(Collected data entries)
──────────
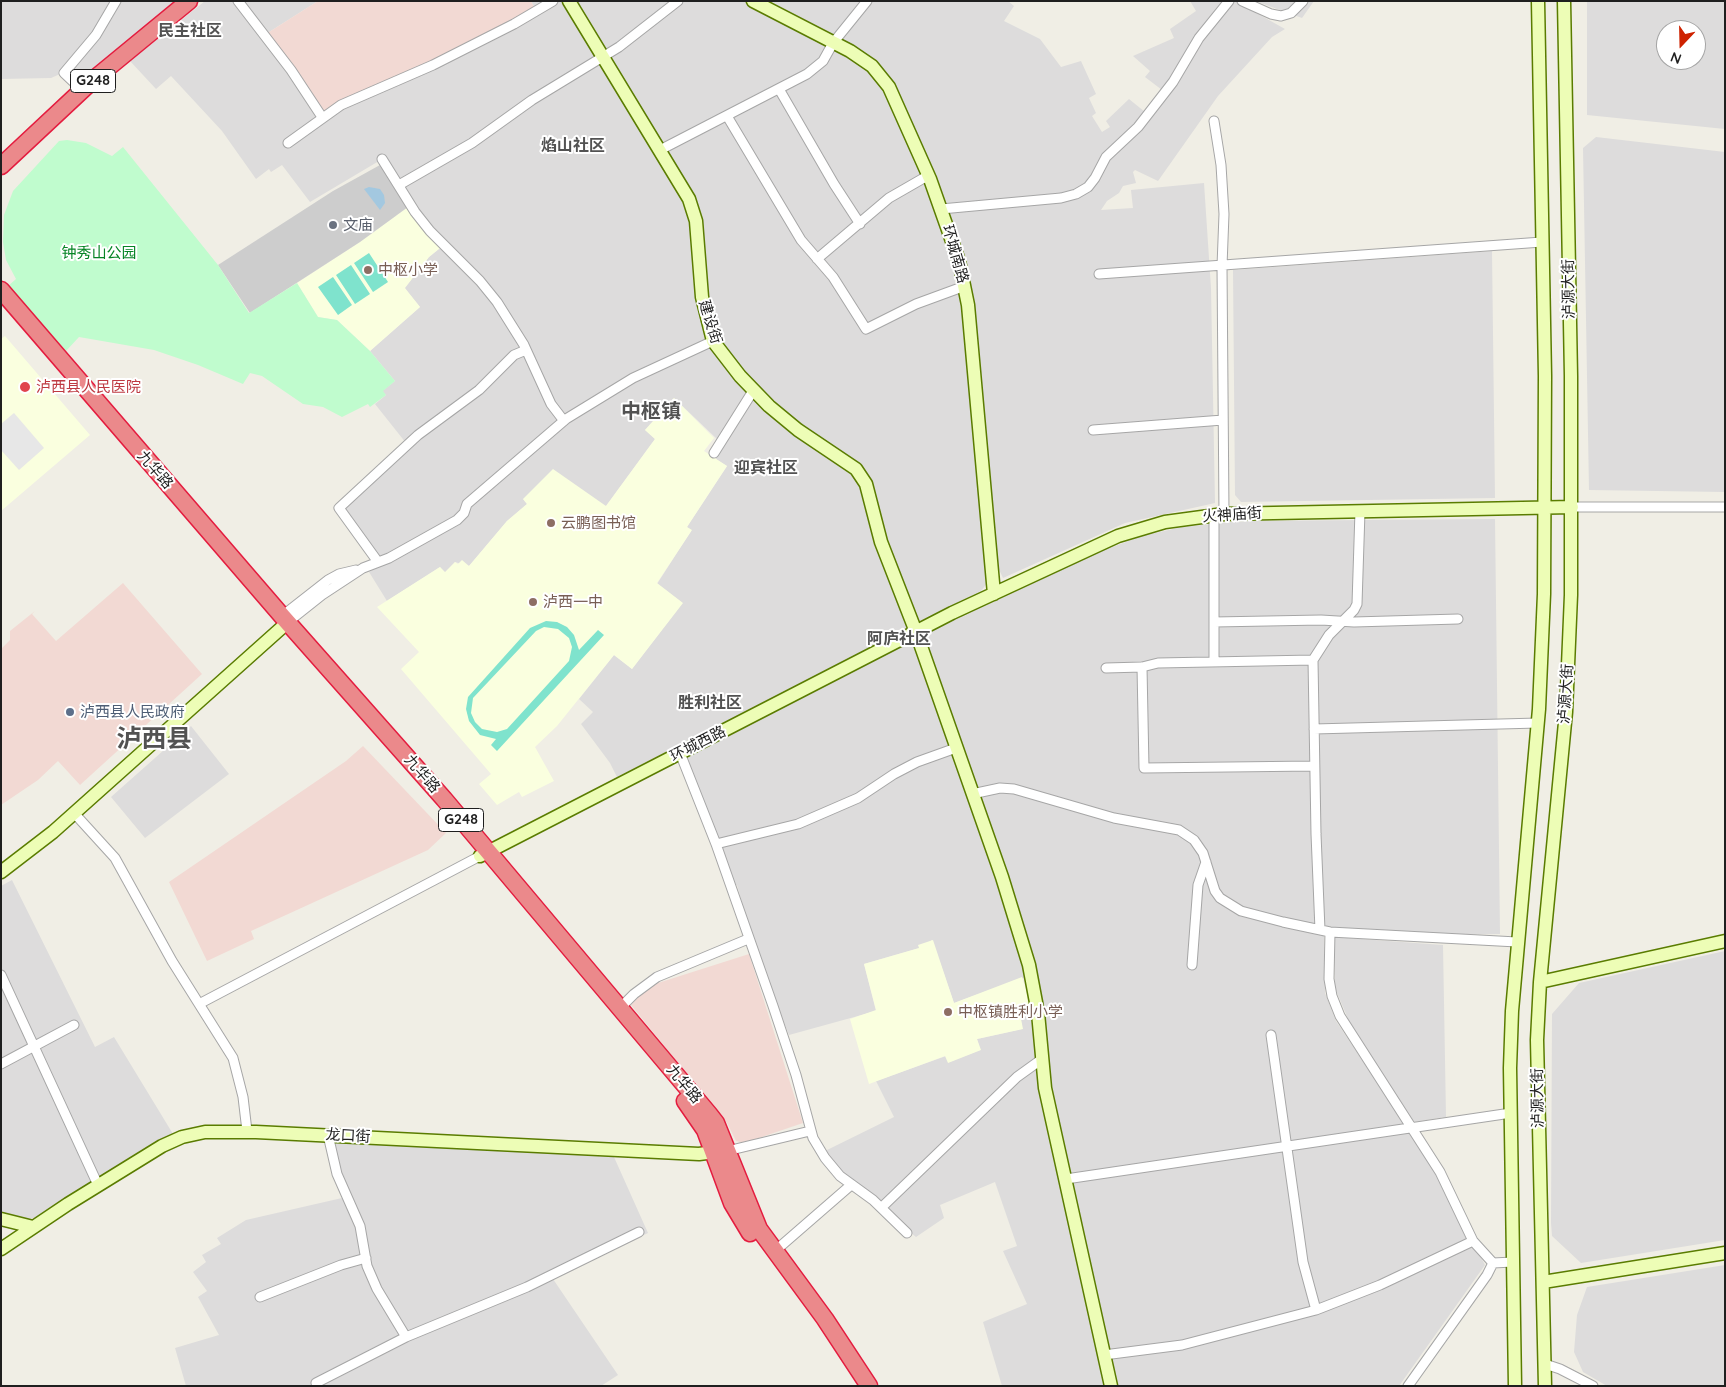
<!DOCTYPE html>
<meta charset="utf-8">
<style>
body{margin:0}
#map{position:relative;width:1726px;height:1387px;overflow:hidden;background:#f0eee5;font-family:Quicksand,sans-serif}
canvas{display:block}
.frame{position:absolute;inset:0;border:2px solid #1f1f1f;pointer-events:none}
.north{position:absolute;left:1656px;top:20px;width:50px;height:50px;box-sizing:border-box;background:#fff;border:1px solid #a5a5a5;border-radius:50%;rotate:201deg;font-size:14px;font-weight:700;line-height:20px;text-align:center;color:#1f1f1f}
.north::after{content:'';display:block;margin:auto;width:18px;height:22px;background:#ce2200;clip-path:polygon(50% 0,100% 100%,50% 72%,0 100%)}
</style>
<div id="map">
<canvas width="1726" height="1387"></canvas>
<div class="frame"></div>
<div class="north">N</div>
</div>
<script>
const context = document.querySelector('canvas').getContext('2d');
context.lineJoin = 'round';
function fillPath(path, color) { context.fillStyle = color; context.fill(path, 'evenodd'); }
const poly = rows => new Path2D(rows.map(r => 'M' + r).join(''));
function stroke(path, color, width, dash) { context.strokeStyle = color; context.lineWidth = width; context.lineCap = dash ? 'butt' : 'round'; context.setLineDash(dash || []); context.stroke(path); }
function drawText(font, color, halo, rows, align = 'center') {
  context.font = font + ' Quicksand,"Noto Sans SC",sans-serif'; context.lineWidth = 4; context.setLineDash([]); context.textBaseline = 'middle'; context.strokeStyle = halo; context.fillStyle = color; for (const [text, x, y, turn = 0] of rows) {
    context.save(); context.translate(x, y); context.rotate((+turn || 0) * Math.PI / 180); context.textAlign = isNaN(turn) ? turn : align; if (halo) context.strokeText(text, 0, 0); context.fillText(text, 0, 0); context.restore();
  }
}
const residential = poly([
 [1,1,113,1,94,33,60,74,51,78,1,79],
 [121,1,176,1,81,80,71,69,94,42],
 [205,1,237,1,263,37,537,13,531,1,565,1,686,198,696,229,707,329,749,393,717,439,674,398,645,430,655,439,606,506,523,499,527,504,507,521,469,566,455,562,445,573,440,567,387,601,369,572,382,564,342,508,406,443,375,404,386,395,382,391,395,381,370,351,420,307,404,288,429,257,444,245,417,210,384,158,310,202,282,165,271,172,269,169,256,179,222,131,171,76,156,89,130,61],
 [243,1,318,1,266,34],
 [572,1,744,1,862,64,881,83,926,180,950,246,964,305,988,582,981,591,916,623,897,578,869,483,800,428,728,358,711,325,701,233],
 [759,1,863,1,832,38],
 [869,1,1008,1,1014,6,1004,21,1040,39,1061,67,1081,61,1096,94,1089,98,1096,113,1092,116,1102,132,1110,127,1106,121,1129,99,1145,112,1162,90,1145,77,1150,71,1133,56,1174,38,1170,29,1196,11,1190,1,1235,1,1285,29,1272,37,1218,96,1158,181,1135,170,1133,172,1136,183,1123,186,1119,193,1107,201,1101,210,1133,208,1131,190,1204,183,1211,288,1215,503,1125,523,1003,578,995,561,970,304,891,86,837,41],
 [1255,1,1314,1,1302,18],
 [1587,1,1725,1,1725,129,1587,115],
 [1666,30,1696,30,1696,60,1666,60],
 [1596,137,1725,152,1725,492,1589,490,1583,148],
 [1492,251,1495,498,1241,502,1235,495,1233,270],
 [753,398,857,474,909,629,617,777,610,763,581,724,593,712,579,699,614,655,632,669,682,603,657,584,691,531,687,527,727,466,714,458],
 [1495,519,1500,934,1438,935,1319,926,1324,934,1325,993,1336,1021,1432,1164,1485,1265,1399,1386,1114,1386,1051,1103,1039,1005,921,636,1104,550,1142,536,1182,527,1243,521],
 [915,637,1029,976,954,1003,932,940,920,948,864,964,876,1011,789,1035,757,957,737,885,732,886,684,755],
 [191,726,229,774,145,838,111,797],
 [12,880,95,1047,114,1037,173,1134,40,1217,21,1220,1,1212,1,886],
 [1334,937,1443,945,1446,1117,1414,1122,1351,1026,1335,988],
 [1725,951,1725,1240,1581,1263,1552,1236,1551,1223,1552,1014,1579,983],
 [1033,1010,1107,1386,1002,1386,983,1322,1027,1304,1003,1251,1017,1246,995,1182,940,1205,944,1218,916,1237,842,1174,825,1151,894,1117,876,1081,946,1056,949,1062,980,1050,977,1039,1022,1029,1020,1014],
 [327,1142,396,1143,614,1157,648,1233,553,1279,618,1375,601,1386,186,1386,175,1348,219,1335,198,1297,207,1291,193,1272,206,1262,202,1255,221,1244,217,1238,246,1220,342,1198],
 [1725,1265,1725,1386,1607,1386,1583,1372,1574,1352,1577,1315,1587,1287]
]);
const commercial = poly([
 [318,1,531,1,535,9,414,72,322,114,266,34],
 [123,583,202,674,80,785,58,761,38,780,1,805,1,649,10,640,10,631,35,611,32,614,56,641],
 [363,746,446,833,428,850,251,931,254,939,207,961,169,882,346,761],
 [749,954,803,1123,744,1143,736,1141,727,1123,631,1005,646,989,658,983]
]);
const education = poly([
 [408,207,440,248,429,257,405,288,420,307,370,351,337,320,318,317,297,283,360,242],
 [5,336,90,435,1,511,1,339],
 [674,398,714,438,704,451,727,466,687,527,692,530,657,583,683,603,632,669,614,655,557,726,535,747,554,781,522,797,519,792,497,805,479,784,491,774,401,669,419,652,377,607,440,567,445,572,455,562,458,564,462,560,469,566,507,521,527,504,523,499,553,469,606,506,655,439,645,430],
 [933,940,954,1003,1022,977,1032,1010,1020,1014,1023,1029,977,1039,981,1050,948,1063,945,1056,869,1084,850,1019,876,1010,864,964,919,948,918,945]
]);
const religious = poly([
 [380,165,408,207,360,242,250,313,218,265,333,191]
]);
const park = poly([
 [67,140,86,143,112,156,123,147,218,265,249,313,297,283,318,317,337,320,370,351,395,381,383,391,386,395,370,407,368,404,342,417,323,407,303,404,262,376,250,373,243,384,198,365,154,350,79,337,66,351,8,286,16,279,6,260,3,242,4,215,13,191,59,141]
]);
const pitch = poly([
 [369,253,388,282,373,292,354,263],
 [351,265,370,294,355,304,336,275],
 [333,277,352,305,338,315,318,287],
 [546,621,557,622,567,627,574,635,579,650,598,630,604,635,497,751,491,745,496,739,480,735,469,721,466,709,468,697,530,628],
 [544,627,558,629,569,638,572,647,569,661,507,729,497,732,482,729,475,722,471,713,473,698,536,631]
]);
const parking = poly([
 [14,413,44,448,19,470,1,450,1,424]
]);
const water = poly([
 [369,187,380,189,384,195,385,203,380,210,364,189]
]);
const street = poly([
 [238,1,291,70,322,117],
 [1242,1,1271,14,1281,16,1291,13,1303,1],
 [779,89,834,184,860,224],
 [82,90,64,73,96,35,116,1],
 [727,116,801,240,833,277,866,329,916,304,965,286],
 [1214,121,1221,165,1224,214,1222,266,1224,514],
 [288,143,341,105,433,65,514,24,553,1],
 [660,150,807,74,823,61,833,43,867,1],
 [382,159,415,212,430,231,480,281,497,302,524,345,551,404,564,421],
 [399,185,472,143,532,100,619,47,678,1],
 [941,209,1061,198,1076,194,1088,187,1095,178,1106,157,1138,127,1173,82,1199,38,1229,1],
 [817,259,889,198,929,175],
 [1099,274,1542,242],
 [1093,430,1223,420],
 [714,453,753,391],
 [1572,507,1725,507],
 [1214,515,1214,662],
 [378,562,339,508,418,435,479,390,514,355,526,350],
 [282,616,328,580,339,574,356,570],
 [288,622,322,595,363,568,389,558,457,520,464,513,467,504,566,419,633,378,713,341],
 [1214,622,1321,620,1354,622,1458,619],
 [1142,667,1144,768,1314,766],
 [1106,668,1142,667,1158,663,1313,660],
 [1314,729,1538,723],
 [680,753,716,844,773,1006,796,1075,813,1138,825,1158,840,1176,873,1200,907,1233],
 [972,794,1000,788,1014,789,1114,818,1179,830,1194,840,1203,853,1215,891,1220,898,1241,911,1283,922,1330,932,1517,942],
 [74,813,115,858,172,961,233,1058,243,1097,247,1131],
 [716,844,798,824,858,798,894,774,917,762,956,748],
 [1320,930,1316,834,1313,660,1329,635,1354,610,1357,604,1360,511],
 [1330,932,1329,979,1332,996,1340,1016,1440,1172,1473,1241,1493,1263],
 [1192,965,1198,885,1206,862],
 [1,975,98,1185],
 [199,1004,480,856],
 [620,1008,634,994,657,977,748,939],
 [1271,1035,1303,1262,1316,1310],
 [1,1064,74,1025],
 [328,1135,337,1174,360,1226,367,1266,377,1289,406,1337],
 [727,1151,810,1131],
 [1066,1179,1511,1113],
 [881,1208,1017,1077,1042,1059],
 [775,1251,851,1185],
 [1493,1263,1513,1262],
 [260,1297,341,1265,366,1258],
 [1104,1355,1182,1345,1316,1310,1380,1285,1473,1241],
 [1545,1364,1560,1369,1593,1386],
 [316,1383,406,1337,527,1287,639,1232],
 [1408,1386,1487,1275,1493,1263]
]);
const secondary = poly([
 [569,1,689,199,696,221,702,297,713,341,740,376,769,406,798,430,856,469,866,484,881,542,916,632,1002,877,1029,965,1038,1013,1045,1088,1111,1386],
 [753,1,850,51,872,66,889,87,930,179,959,261,968,305,994,594],
 [480,856,952,613,1118,536,1165,522,1224,514,1572,507],
 [1,872,53,832,288,622],
 [1540,982,1725,941],
 [1,1219,33,1227],
 [1,1249,68,1204,162,1146,182,1137,205,1132,256,1132,699,1154,722,1151],
 [1543,1282,1725,1253],
 [1515,1386,1510,1068,1512,1011,1539,709,1544,594,1545,376,1538,1],
 [1545,1386,1537,1040,1540,982,1566,712,1571,595,1571,376,1564,1]
]);
const highway = poly([
 [1,166,93,80,189,1],
 [1,290,282,616,444,799,709,1114,716,1123,759,1229,825,1319,869,1386],
 [685,1101,705,1130,732,1203,750,1233]
]);
const markers = [
 [333,225,5,"#6b7280"],
 [368,270,5,"#8d6e63"],
 [25,387,6,"#e0444e"],
 [551,523,5,"#8d6e63"],
 [533,602,5,"#8d6e63"],
 [70,712,5,"#5c6f8a"],
 [948,1012,5,"#8d6e63"]
];
const shields = [
 [93,81,45],
 [461,820,45]
];
const shieldNames = [
 ["G248",93,81],
 ["G248",461,820]
];
const worshipNames = [
 ["文庙",343,225]
];
const parkNames = [
 ["钟秀山公园",99,253]
];
const streetNames = [
 ["环城南路",955,254,74],
 ["泸源大街",1569,289,-91],
 ["建设街",710,322,73],
 ["九华路",155,470,49],
 ["火神庙街",1232,515,-4],
 ["泸源大街",1566,694,-86],
 ["环城西路",698,744,-27],
 ["九华路",422,774,49],
 ["九华路",684,1084,50],
 ["泸源大街",1538,1098,-91],
 ["龙口街",348,1136,3]
];
const educationNames = [
 ["中枢小学",378,270],
 ["云鹏图书馆",561,523],
 ["泸西一中",543,602],
 ["中枢镇胜利小学",958,1012]
];
const healthNames = [
 ["泸西县人民医院",36,387]
];
const serviceNames = [
 ["泸西县人民政府",80,712]
];
const neighbourhoodNames = [
 ["民主社区",190,31],
 ["焰山社区",573,146],
 ["迎宾社区",766,468],
 ["阿庐社区",899,639],
 ["胜利社区",710,703]
];
const districtNames = [
 ["中枢镇",651,412]
];
const townNames = [
 ["泸西县",154,739]
];
fillPath(residential, '#dddcdc');
fillPath(commercial, '#f2d9d3');
fillPath(education, '#faffdf');
fillPath(religious, '#cdcdcd');
fillPath(park, '#c0fcce');
fillPath(pitch, '#7fe3cd');
fillPath(parking, '#e7e7e7');
fillPath(water, '#a3c8e0');
stroke(street, '#a6a6a6', 11);
stroke(secondary, '#5a7c00', 15);
stroke(highway, '#e41c3f', 19);
stroke(street, '#fff', 9);
stroke(secondary, '#edfdb6', 12);
stroke(highway, '#eb898b', 16);
for (const [x, y, r, color] of markers) { const dot = new Path2D(); dot.arc(x, y, r, 0, 2 * Math.PI); context.fillStyle = color; context.fill(dot); stroke(dot, '#fff', 2); }
for (const [x, y, w] of shields) { const box = new Path2D(); box.roundRect(x - w / 2, y - 11.5, w, 23, 4); context.fillStyle = '#fff'; context.fill(box); stroke(box, '#1f1f1f', 1); }
drawText('bold 14px', '#1f1f1f', null, shieldNames);
drawText('15px', '#5b616d', '#fff', worshipNames, 'left');
drawText('15px', '#068425', '#fff', parkNames);
drawText('15px', '#1f1f1f', '#fff', streetNames);
drawText('15px', '#785e54', '#fff', educationNames, 'left');
drawText('15px', '#be3a42', '#fff', healthNames, 'left');
drawText('15px', '#4e5e75', '#fff', serviceNames, 'left');
drawText('bold 16px', '#525252', '#fff', neighbourhoodNames);
drawText('bold 20px', '#525252', '#fff', districtNames);
drawText('bold 25px', '#525252', '#fff', townNames);
</script>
──────────
WHAT NEEDS TO BE DONE: The reply should hold an exact repeat of the entries from their opening line through the line with "const poly = rows", and no pictures at all.

ANSWER:
<!DOCTYPE html>
<meta charset="utf-8">
<style>
body{margin:0}
#map{position:relative;width:1726px;height:1387px;overflow:hidden;background:#f0eee5;font-family:Quicksand,sans-serif}
canvas{display:block}
.frame{position:absolute;inset:0;border:2px solid #1f1f1f;pointer-events:none}
.north{position:absolute;left:1656px;top:20px;width:50px;height:50px;box-sizing:border-box;background:#fff;border:1px solid #a5a5a5;border-radius:50%;rotate:201deg;font-size:14px;font-weight:700;line-height:20px;text-align:center;color:#1f1f1f}
.north::after{content:'';display:block;margin:auto;width:18px;height:22px;background:#ce2200;clip-path:polygon(50% 0,100% 100%,50% 72%,0 100%)}
</style>
<div id="map">
<canvas width="1726" height="1387"></canvas>
<div class="frame"></div>
<div class="north">N</div>
</div>
<script>
const context = document.querySelector('canvas').getContext('2d');
context.lineJoin = 'round';
function fillPath(path, color) { context.fillStyle = color; context.fill(path, 'evenodd'); }
const poly = rows => new Path2D(rows.map(r => 'M' + r).join(''));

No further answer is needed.